Shiny tax-free yields may not dazzle buyers

By Michael Connor

MIAMI (Reuters) – Yields on U.S. municipal bonds look unusually attractive compared with Treasuries, but probably don’t sparkle enough to lift the tax-free market out of its doldrums.

After mostly sitting out a rally in Treasuries, as well as a sell-off in federal debt this week fanned by fears of global inflation, tax-free yields on 10-year AAA-rated maturities are now about 93 percent those of comparable Treasuries.

A top-quality 30-year muni yields 107 percent to that of a taxable yield on a 30-year Treasury, according to Municipal Market Data.

Three-month average ratios through Tuesday were 92.5 percent and 105.4 percent, according to MMD calculations.

“No one believes Treasuries are where they are on their own,” said Kenneth Naehu, managing director at Bel Air Investments Advisors in Los Angeles. “It’s like comparing munis to a rigged game.”

Naehu, who said he saw little, if any, buying due to fat tax-free yield ratios, said a massive intervention by the Federal Reserve in the Treasuries market was distorting long-term relationships between tax-free and Treasury yields and could not be relied on by investors.

“Normalized ratios are between 75 percent and 85 percent,” Naehu said. “The Fed has driven yields (in Treasuries) to artificial lows.”

Buying and selling in the $2.9 trillion muni market, which local governments tap to finance infrastructure such as roads, has been dominated for months by highly publicized fights over state budgets, ratings cuts and other news that has rattled the wealthy investors who hold most munis, according to Naehu.

“There is a lot of headline risk in the system,” Naehu said. “You will see more defaults. … Though it will be a small number, the number will be more than in the past.
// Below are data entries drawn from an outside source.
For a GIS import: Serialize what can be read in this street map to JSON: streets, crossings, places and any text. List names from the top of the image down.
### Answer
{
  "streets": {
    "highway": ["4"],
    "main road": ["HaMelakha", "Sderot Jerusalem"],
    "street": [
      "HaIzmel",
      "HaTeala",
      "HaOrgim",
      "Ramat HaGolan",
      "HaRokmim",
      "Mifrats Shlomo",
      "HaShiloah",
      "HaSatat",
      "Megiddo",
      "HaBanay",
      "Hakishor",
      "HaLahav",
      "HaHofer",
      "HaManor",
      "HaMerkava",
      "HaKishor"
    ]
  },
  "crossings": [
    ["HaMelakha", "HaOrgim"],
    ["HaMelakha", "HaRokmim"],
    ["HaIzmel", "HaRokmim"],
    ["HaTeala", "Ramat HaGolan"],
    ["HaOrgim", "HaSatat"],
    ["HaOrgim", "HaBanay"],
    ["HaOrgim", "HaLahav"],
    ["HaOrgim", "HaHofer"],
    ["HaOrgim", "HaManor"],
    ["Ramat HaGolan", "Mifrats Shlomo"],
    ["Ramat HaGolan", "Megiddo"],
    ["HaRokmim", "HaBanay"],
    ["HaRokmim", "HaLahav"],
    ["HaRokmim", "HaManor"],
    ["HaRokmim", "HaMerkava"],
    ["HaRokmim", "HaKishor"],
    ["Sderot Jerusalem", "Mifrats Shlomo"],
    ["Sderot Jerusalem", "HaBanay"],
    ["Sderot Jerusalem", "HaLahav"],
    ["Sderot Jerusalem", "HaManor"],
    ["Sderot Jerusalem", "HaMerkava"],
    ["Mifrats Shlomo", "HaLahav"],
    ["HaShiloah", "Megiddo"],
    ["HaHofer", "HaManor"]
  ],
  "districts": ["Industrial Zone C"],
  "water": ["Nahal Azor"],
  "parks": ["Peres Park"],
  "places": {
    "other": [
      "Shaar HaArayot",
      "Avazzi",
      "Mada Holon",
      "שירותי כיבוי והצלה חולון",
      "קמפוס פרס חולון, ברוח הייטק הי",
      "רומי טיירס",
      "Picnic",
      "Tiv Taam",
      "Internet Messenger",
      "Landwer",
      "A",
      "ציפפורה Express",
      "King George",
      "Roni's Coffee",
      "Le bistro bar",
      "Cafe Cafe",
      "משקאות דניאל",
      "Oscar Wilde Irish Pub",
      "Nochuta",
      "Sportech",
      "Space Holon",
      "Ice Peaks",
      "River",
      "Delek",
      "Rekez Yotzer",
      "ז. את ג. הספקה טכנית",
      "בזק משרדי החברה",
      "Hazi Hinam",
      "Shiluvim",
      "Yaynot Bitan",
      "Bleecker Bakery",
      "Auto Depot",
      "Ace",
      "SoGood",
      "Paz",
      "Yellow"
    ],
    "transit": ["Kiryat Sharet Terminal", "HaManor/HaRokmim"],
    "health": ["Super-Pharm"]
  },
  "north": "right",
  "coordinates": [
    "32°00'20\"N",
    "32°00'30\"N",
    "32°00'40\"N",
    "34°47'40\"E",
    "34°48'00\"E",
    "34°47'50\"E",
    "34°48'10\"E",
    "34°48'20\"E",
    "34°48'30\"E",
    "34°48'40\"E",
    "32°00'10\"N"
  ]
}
That will produce wider spreads in a market, where 75 percent of the people only have what they read to rely on.”

Other muni professionals also shrug off any benefit from rich muni yields and are distinctly gloomy, according to an MMD survey last week that showed big jumps in bearish sentiment among traders and portfolio managers.

The survey found 88 percent of traders reported themselves as bearish on munis over the next one to two months, while 67 percent of portfolio managers were bearish.

Secondary trading in munis on Wednesday was light and prices were mostly off but for some gains in short maturities, according to MMD. Treasuries fell sharply.

Yields on AAA-rated 10-year muni bonds rose 2 basis points to 3.25 percent, while 30-year yields also rose 2 basis points to 4.82 percent, according to MMD, a unit of Thomson Reuters.